Collected data:
+ + +
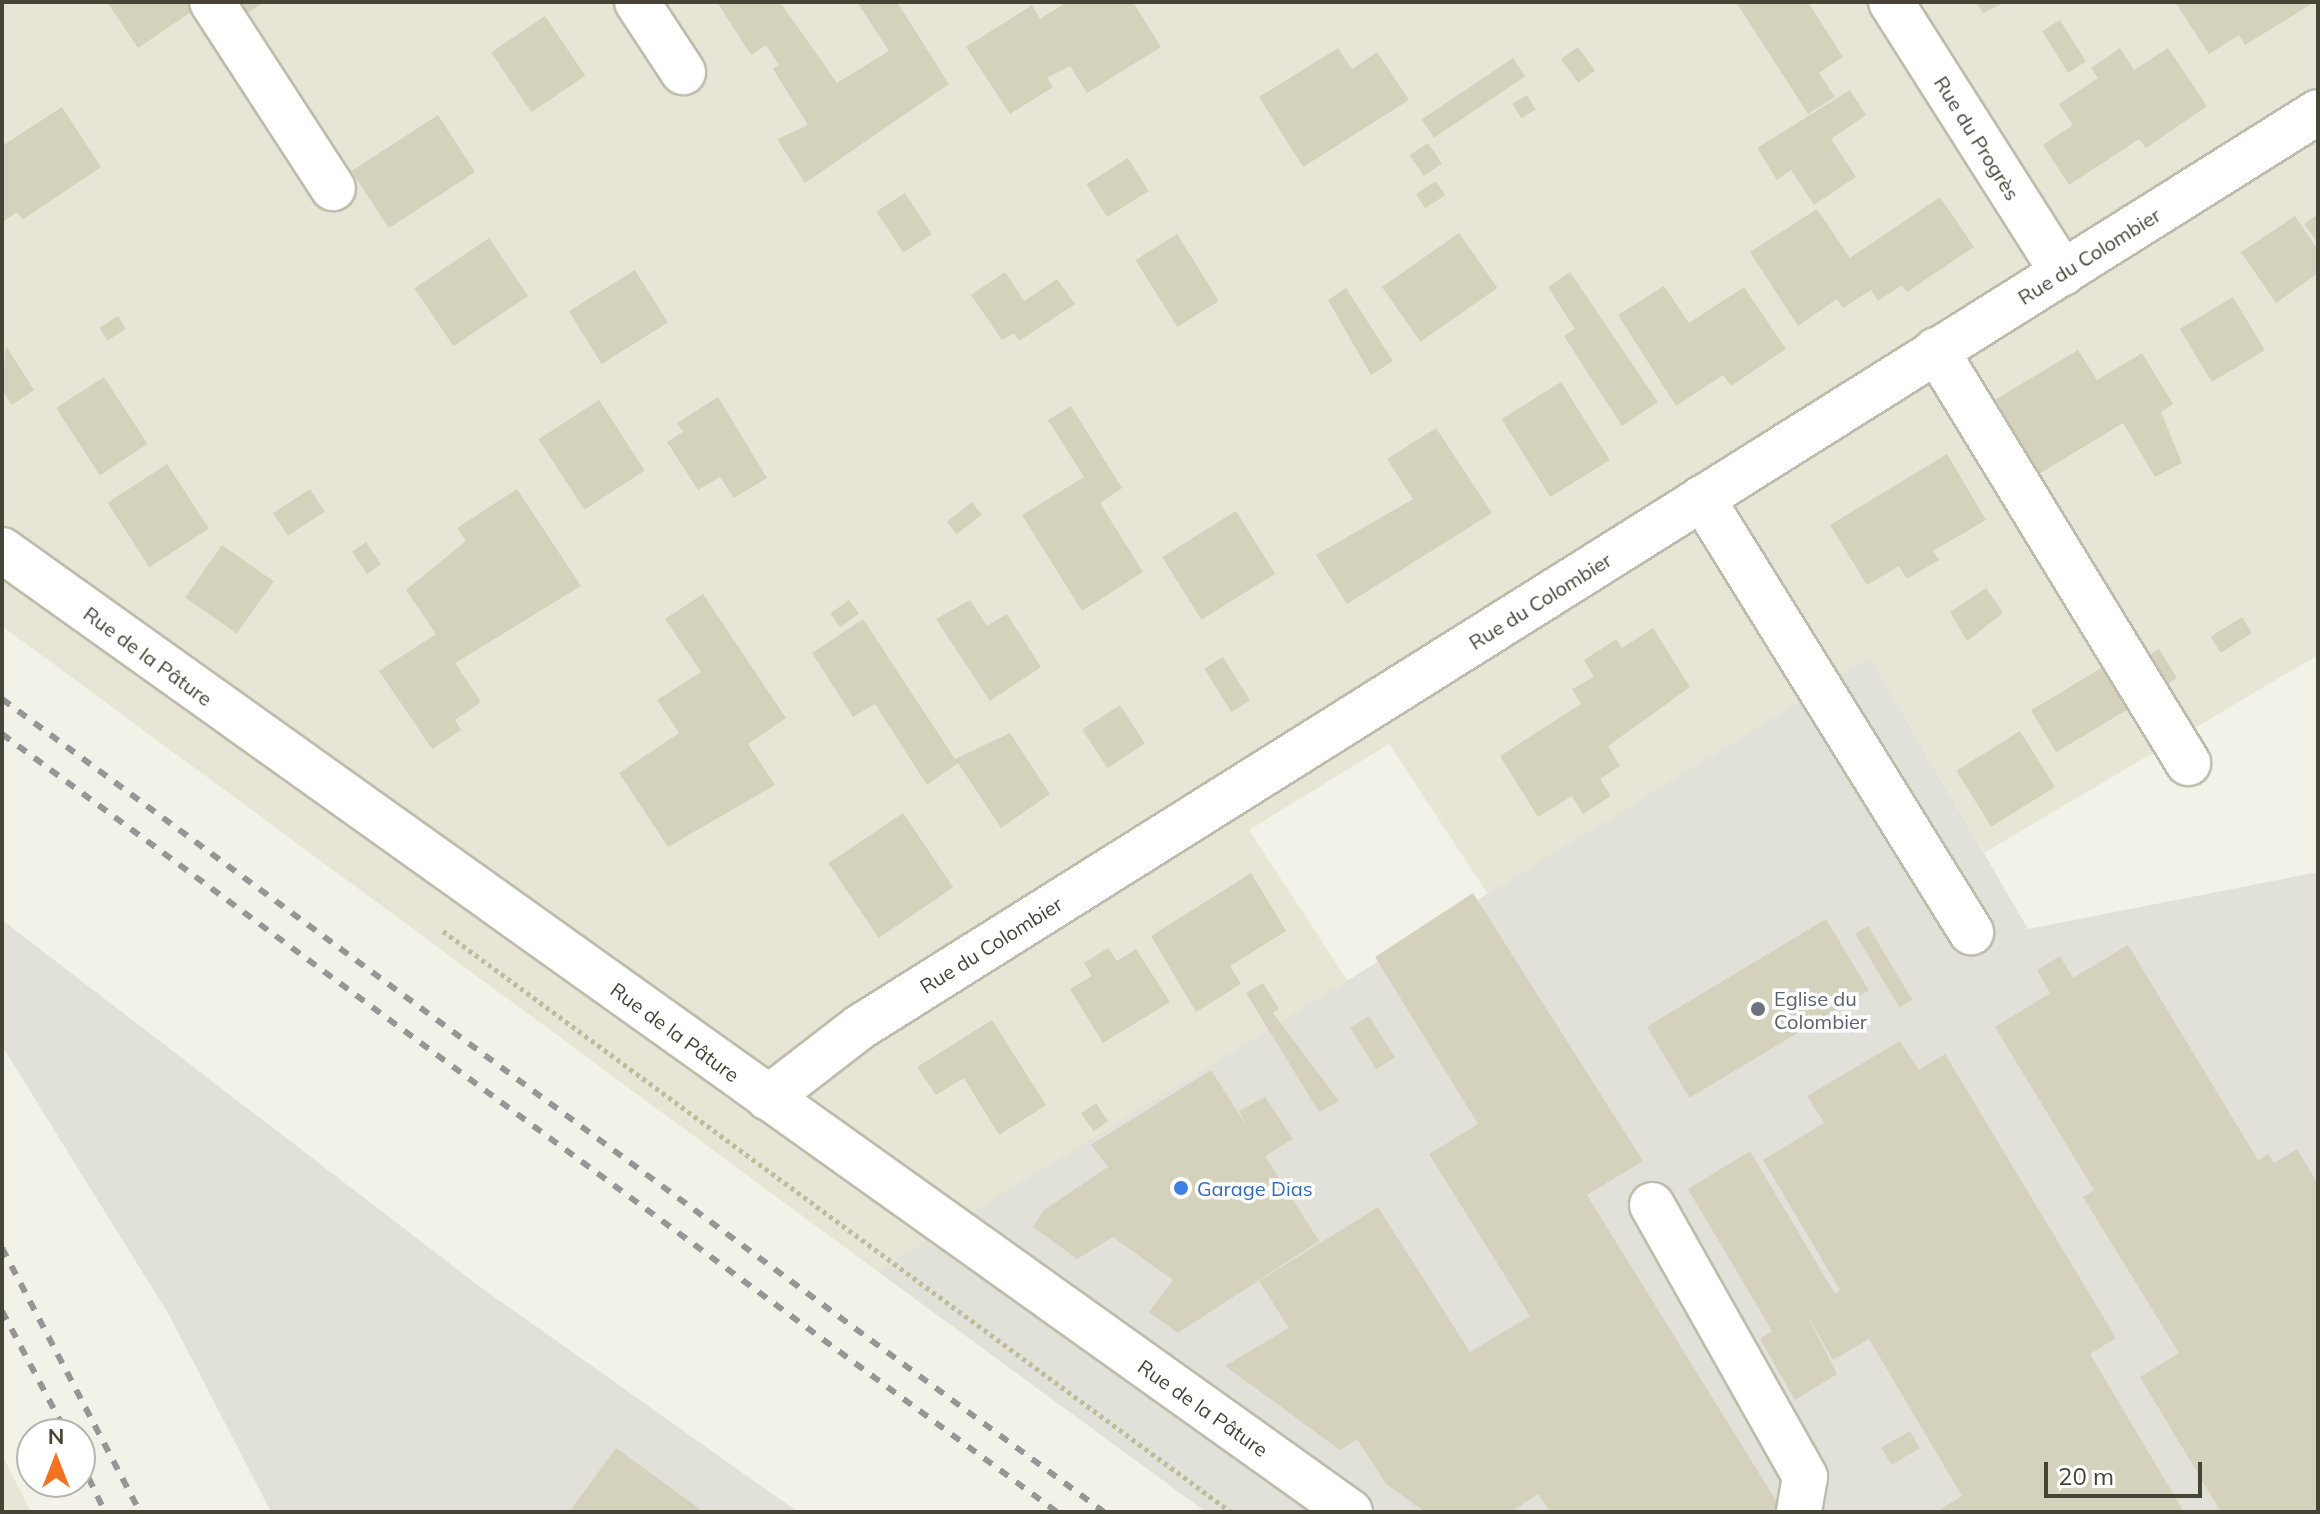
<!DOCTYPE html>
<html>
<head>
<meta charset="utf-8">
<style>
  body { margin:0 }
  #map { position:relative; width:2320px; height:1514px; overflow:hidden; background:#f3f2e8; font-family:Mulish,sans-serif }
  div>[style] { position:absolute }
  .residential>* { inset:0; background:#e7e6d6 }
  .industrial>* { inset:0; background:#e2e1d9 }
  .building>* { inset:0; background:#d4d1bd; transform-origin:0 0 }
  .path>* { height:5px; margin-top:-2.5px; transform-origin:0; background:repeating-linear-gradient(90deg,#bfbc9c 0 4px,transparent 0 8px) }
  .roads { filter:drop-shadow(2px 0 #bebcaa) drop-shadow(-2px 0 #bebcaa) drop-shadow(0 2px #bebcaa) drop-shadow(0 -2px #bebcaa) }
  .minor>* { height:44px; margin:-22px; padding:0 22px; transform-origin:22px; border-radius:22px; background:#fff }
  .rail>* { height:6px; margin-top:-3px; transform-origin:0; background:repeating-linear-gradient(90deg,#969696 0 10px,transparent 0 20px) }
  .dots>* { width:22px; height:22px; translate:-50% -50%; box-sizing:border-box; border:4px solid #fff; border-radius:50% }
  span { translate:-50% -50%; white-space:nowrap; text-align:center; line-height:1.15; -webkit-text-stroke:7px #fff; paint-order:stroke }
  .street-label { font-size:20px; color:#464437 }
  .worship-label { font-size:20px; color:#5b616d }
  .left { translate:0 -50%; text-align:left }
  .shop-label { font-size:20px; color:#366cbe }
  .frame { position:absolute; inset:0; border:4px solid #464437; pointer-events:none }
  .north { position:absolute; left:16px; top:1418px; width:80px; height:80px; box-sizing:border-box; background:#fff; border:2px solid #b5b4af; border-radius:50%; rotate:0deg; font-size:22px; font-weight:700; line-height:32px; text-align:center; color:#464437 }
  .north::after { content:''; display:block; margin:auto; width:28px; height:36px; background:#f27320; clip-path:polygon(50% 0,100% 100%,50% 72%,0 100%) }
  .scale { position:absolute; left:2044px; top:1462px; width:158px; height:36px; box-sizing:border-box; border:4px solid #464437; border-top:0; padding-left:10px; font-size:24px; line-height:28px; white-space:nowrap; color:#464437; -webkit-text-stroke:6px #fff; paint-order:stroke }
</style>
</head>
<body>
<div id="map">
  <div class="residential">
    <i style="clip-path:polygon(2px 2px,2318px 2px,2318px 655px,1984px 853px,1870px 658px,1491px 899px,1389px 744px,1249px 830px,1368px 1012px,1098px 1141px,877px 1271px,2px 626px)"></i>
    <i style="clip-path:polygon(2px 1455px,31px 1512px,2px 1512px)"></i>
  </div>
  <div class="industrial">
    <i style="clip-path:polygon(1870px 658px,2028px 929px,2318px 872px,2318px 1512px,1206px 1512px,877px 1271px)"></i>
    <i style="clip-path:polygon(2px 920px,479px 1286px,798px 1512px,271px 1512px,169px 1315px,2px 1046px)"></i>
  </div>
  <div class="building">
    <i style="clip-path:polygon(107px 2px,193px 2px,197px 8px,138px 48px)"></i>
    <i style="clip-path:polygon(224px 2px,265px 2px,236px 20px)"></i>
    <i style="clip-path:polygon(717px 2px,780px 2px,837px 83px,889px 51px,857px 2px,897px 2px,949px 84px,805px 183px,777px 139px,808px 125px,773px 69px,779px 65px,766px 45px,751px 55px)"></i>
    <i style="clip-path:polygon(1067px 2px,1133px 2px,1161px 47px,1087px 93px,1070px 66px,1047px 78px,1053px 87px,1010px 114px,966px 47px,1032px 5px,1040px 19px)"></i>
    <i style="clip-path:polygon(1736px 2px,1808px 2px,1843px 57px,1819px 73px,1835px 97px,1808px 114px)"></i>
    <i style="clip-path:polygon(1976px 2px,2006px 2px,1983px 13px)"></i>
    <i style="clip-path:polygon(2175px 2px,2315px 2px,2245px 45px,2239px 35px,2209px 54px)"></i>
    <i style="left:545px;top:16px;width:72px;height:65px;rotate:56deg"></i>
    <i style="left:2060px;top:20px;width:49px;height:21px;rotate:58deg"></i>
    <i style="left:1578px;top:47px;width:29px;height:21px;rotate:54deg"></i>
    <i style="clip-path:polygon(1338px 48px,1352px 69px,1377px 52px,1409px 100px,1303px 167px,1259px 97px)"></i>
    <i style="clip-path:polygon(2120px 48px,2134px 70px,2168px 48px,2207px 106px,2146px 148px,2139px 139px,2069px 185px,2043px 145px,2073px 125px,2059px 104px,2098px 78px,2091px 68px)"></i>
    <i style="left:1513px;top:58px;width:22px;height:110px;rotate:56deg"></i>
    <i style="clip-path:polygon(1850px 90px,1866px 115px,1831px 139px,1856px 177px,1814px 205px,1791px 170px,1777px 180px,1757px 148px)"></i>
    <i style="left:1527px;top:95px;width:17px;height:17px;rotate:59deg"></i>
    <i style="clip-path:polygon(62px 107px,101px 167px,22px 220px,18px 212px,2px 222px,2px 146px)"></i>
    <i style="left:438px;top:115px;width:68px;height:103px;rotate:57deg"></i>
    <i style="left:1428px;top:143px;width:25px;height:22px;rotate:56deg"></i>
    <i style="left:1128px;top:158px;width:39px;height:49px;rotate:58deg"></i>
    <i style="left:1436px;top:181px;width:17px;height:24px;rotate:57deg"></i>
    <i style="left:905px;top:193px;width:49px;height:34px;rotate:57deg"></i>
    <i style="clip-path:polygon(1940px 197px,1974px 247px,1907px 292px,1902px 285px,1878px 301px,1871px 290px,1843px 308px,1837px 299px,1798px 326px,1750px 252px,1817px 209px,1850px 258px)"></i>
    <i style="clip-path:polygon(2318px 214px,2318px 243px,2304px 224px)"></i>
    <i style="clip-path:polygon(2295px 216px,2318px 250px,2318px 273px,2276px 303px,2241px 252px)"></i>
    <i style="left:1459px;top:233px;width:67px;height:94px;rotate:55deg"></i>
    <i style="left:1177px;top:234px;width:79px;height:49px;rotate:58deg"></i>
    <i style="left:489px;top:238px;width:70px;height:90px;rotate:56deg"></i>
    <i style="left:635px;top:270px;width:62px;height:78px;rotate:58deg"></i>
    <i style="clip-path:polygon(1005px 272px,1024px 301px,1057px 279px,1075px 304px,1019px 341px,1014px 333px,1002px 340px,971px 295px)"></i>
    <i style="clip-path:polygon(1570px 272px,1658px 402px,1622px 426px,1564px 336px,1575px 329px,1548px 287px)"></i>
    <i style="clip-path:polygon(1664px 286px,1689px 323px,1744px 287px,1786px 349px,1731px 386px,1723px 375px,1676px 406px,1618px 315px)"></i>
    <i style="clip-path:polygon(1346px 288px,1393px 361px,1371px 375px,1328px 300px)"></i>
    <i style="left:2233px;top:297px;width:62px;height:62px;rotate:59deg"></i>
    <i style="left:118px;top:316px;width:15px;height:22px;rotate:58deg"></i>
    <i style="clip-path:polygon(6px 346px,34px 390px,12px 405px,2px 390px)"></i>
    <i style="clip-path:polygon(2078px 350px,2097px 380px,2142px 353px,2173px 404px,2161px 412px,2182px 463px,2155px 477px,2123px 423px,2034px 477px,1988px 404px)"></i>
    <i style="left:104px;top:377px;width:80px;height:57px;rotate:57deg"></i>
    <i style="left:1561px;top:382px;width:92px;height:70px;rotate:58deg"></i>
    <i style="clip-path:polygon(718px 397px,767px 478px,734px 498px,720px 477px,698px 490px,667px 442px,683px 432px,677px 423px)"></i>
    <i style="left:599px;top:400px;width:84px;height:72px;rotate:57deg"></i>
    <i style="clip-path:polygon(1071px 406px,1122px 488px,1100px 503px,1143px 572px,1082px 611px,1022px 515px,1084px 477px,1048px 420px)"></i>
    <i style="clip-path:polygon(1436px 428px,1492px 513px,1347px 604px,1316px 555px,1413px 499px,1387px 459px)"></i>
    <i style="clip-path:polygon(1947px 454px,1986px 520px,1933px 551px,1939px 560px,1907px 579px,1899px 566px,1867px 585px,1830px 525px)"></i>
    <i style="left:167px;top:464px;width:77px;height:71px;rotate:57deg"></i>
    <i style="left:310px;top:489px;width:27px;height:44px;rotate:57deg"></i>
    <i style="clip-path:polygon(517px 489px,581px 586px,455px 663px,481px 702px,455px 720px,461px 730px,432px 749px,379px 671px,436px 634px,406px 590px,466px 541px,457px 528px)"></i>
    <i style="left:972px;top:502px;width:16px;height:32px;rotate:52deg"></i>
    <i style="left:1236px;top:511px;width:74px;height:87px;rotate:58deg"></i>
    <i style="left:366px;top:542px;width:27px;height:17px;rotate:56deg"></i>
    <i style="left:222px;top:545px;width:63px;height:64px;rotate:35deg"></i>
    <i style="clip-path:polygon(1986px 588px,2003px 613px,1967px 641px,1950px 612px)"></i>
    <i style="clip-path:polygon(703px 594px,786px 718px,748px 744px,775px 785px,668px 847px,619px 773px,679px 733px,657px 700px,701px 672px,665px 619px)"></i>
    <i style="left:849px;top:600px;width:17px;height:23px;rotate:54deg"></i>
    <i style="clip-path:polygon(970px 600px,987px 626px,1007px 614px,1041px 667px,990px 701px,936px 619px)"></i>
    <i style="left:2242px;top:617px;width:19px;height:37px;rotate:58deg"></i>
    <i style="clip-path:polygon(863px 619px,955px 759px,1010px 733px,1050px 794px,1001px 828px,958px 763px,927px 785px,875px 704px,853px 717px,812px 653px)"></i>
    <i style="clip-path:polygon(1653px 628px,1690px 687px,1608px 746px,1620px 766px,1600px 779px,1611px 796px,1583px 814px,1572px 796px,1538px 817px,1500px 756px,1581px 704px,1572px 689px,1594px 677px,1584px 660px,1616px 639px,1622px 648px)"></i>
    <i style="left:2159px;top:649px;width:34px;height:18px;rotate:58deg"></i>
    <i style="left:1223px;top:657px;width:51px;height:22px;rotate:58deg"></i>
    <i style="left:2103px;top:667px;width:49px;height:84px;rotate:59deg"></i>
    <i style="left:1120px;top:705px;width:46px;height:45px;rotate:57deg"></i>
    <i style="left:2020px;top:731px;width:66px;height:75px;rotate:58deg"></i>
    <i style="left:903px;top:813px;width:90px;height:90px;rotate:56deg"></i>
    <i style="clip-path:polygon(1251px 873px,1286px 931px,1230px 966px,1241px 984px,1196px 1012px,1151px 936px)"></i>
    <i style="clip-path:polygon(1473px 893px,1643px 1161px,1587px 1195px,1780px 1507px,1774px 1512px,1550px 1512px,1538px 1494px,1511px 1512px,1425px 1512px,1386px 1484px,1357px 1439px,1340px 1450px,1225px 1366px,1289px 1328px,1259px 1281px,1378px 1207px,1470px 1352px,1530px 1316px,1429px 1154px,1478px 1124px,1375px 957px)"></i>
    <i style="left:1826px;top:919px;width:83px;height:209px;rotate:59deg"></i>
    <i style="left:1868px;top:926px;width:86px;height:15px;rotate:59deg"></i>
    <i style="clip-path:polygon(2128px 945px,2258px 1160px,2268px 1154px,2274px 1163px,2297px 1149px,2318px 1184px,2318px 1512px,2221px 1512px,2140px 1377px,2179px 1353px,2083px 1197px,2094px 1190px,1995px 1027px,2050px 993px,2037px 970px,2060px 956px,2073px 978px)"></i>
    <i style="clip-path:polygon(1108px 948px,1117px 961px,1136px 949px,1170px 1002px,1103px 1043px,1070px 989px,1092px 976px,1084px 963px)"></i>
    <i style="clip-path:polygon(1263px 983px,1279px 1009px,1273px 1013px,1339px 1101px,1319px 1112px,1246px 993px)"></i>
    <i style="left:1369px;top:1016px;width:49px;height:22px;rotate:58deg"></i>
    <i style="clip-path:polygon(992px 1020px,1046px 1105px,999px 1135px,964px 1078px,936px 1095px,917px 1067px)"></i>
    <i style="clip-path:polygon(1900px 1041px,1919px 1070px,1945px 1054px,2116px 1338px,2090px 1354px,2184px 1512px,1936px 1512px,1962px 1496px,1869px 1339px,1833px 1360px,1805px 1311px,1837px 1374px,1795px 1400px,1760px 1339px,1772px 1331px,1688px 1189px,1750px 1151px,1835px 1294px,1840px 1290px,1763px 1160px,1824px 1123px,1807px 1096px)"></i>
    <i style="clip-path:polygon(1211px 1070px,1249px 1130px,1239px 1111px,1265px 1097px,1293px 1139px,1265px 1156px,1319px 1241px,1178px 1333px,1149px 1312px,1173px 1280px,1113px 1237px,1077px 1259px,1033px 1227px,1044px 1210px,1108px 1167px,1091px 1145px)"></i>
    <i style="left:1096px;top:1103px;width:22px;height:18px;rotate:56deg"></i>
    <i style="left:1910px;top:1431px;width:20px;height:33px;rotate:60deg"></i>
    <i style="clip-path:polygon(616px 1448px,704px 1512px,569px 1512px)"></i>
  </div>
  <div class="path">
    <i style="left:443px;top:931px;width:979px;rotate:36.4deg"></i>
  </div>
  <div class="roads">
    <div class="minor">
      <i style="left:212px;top:2px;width:222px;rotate:57deg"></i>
      <i style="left:637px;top:2px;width:84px;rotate:56.7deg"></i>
      <i style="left:1891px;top:2px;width:321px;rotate:57.6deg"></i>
      <i style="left:1936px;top:350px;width:484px;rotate:58.6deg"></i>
      <i style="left:1702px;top:498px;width:511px;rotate:58.21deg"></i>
      <i style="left:2px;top:550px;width:1656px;rotate:35.51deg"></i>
      <i style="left:768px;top:1098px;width:116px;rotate:-37.7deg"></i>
      <i style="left:860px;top:1027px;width:1721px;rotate:-32.11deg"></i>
      <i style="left:1652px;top:1205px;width:312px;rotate:60.6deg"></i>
      <i style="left:1805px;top:1477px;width:36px;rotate:100deg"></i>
    </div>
  </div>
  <div class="rail">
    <i style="left:2px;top:699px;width:1369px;rotate:36.42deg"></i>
    <i style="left:2px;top:734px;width:1311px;rotate:36.41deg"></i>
    <i style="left:2px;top:1248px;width:298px;rotate:62.4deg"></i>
    <i style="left:2px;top:1311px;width:139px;rotate:62.1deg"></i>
    <i style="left:80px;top:1460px;width:58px;rotate:64.3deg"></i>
  </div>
  <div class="dots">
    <i style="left:1758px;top:1009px;background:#6b7280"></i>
    <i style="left:1181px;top:1188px;background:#3f7fe0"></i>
  </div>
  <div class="street-label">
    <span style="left:1977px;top:138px;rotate:58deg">Rue du Progrès</span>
    <span style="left:2089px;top:256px;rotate:-32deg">Rue du Colombier</span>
    <span style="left:1540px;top:601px;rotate:-32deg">Rue du Colombier</span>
    <span style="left:148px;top:656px;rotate:36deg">Rue de la Pâture</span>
    <span style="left:991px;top:945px;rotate:-32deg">Rue du Colombier</span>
    <span style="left:675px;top:1032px;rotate:36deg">Rue de la Pâture</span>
    <span style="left:1203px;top:1408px;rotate:35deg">Rue de la Pâture</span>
  </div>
  <div class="worship-label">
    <span class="left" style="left:1774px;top:1010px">Eglise du<br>Colombier</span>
  </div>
  <div class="shop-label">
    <span class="left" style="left:1197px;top:1188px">Garage Dias</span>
  </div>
  <div class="frame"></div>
  <div class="north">N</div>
  <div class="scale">20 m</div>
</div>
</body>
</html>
+ + +
» **PROBLEM DESCRIPTION**
Could you transcribe exactly the lines from the start of the records through the line containing "height:5px; margin-top:-2.5px; transform-origin:0;", both ends included, leaving the pictures out?

» **THE COMPLETED TASK**
<!DOCTYPE html>
<html>
<head>
<meta charset="utf-8">
<style>
  body { margin:0 }
  #map { position:relative; width:2320px; height:1514px; overflow:hidden; background:#f3f2e8; font-family:Mulish,sans-serif }
  div>[style] { position:absolute }
  .residential>* { inset:0; background:#e7e6d6 }
  .industrial>* { inset:0; background:#e2e1d9 }
  .building>* { inset:0; background:#d4d1bd; transform-origin:0 0 }
  .path>* { height:5px; margin-top:-2.5px; transform-origin:0; background:repeating-linear-gradient(90deg,#bfbc9c 0 4px,transparent 0 8px) }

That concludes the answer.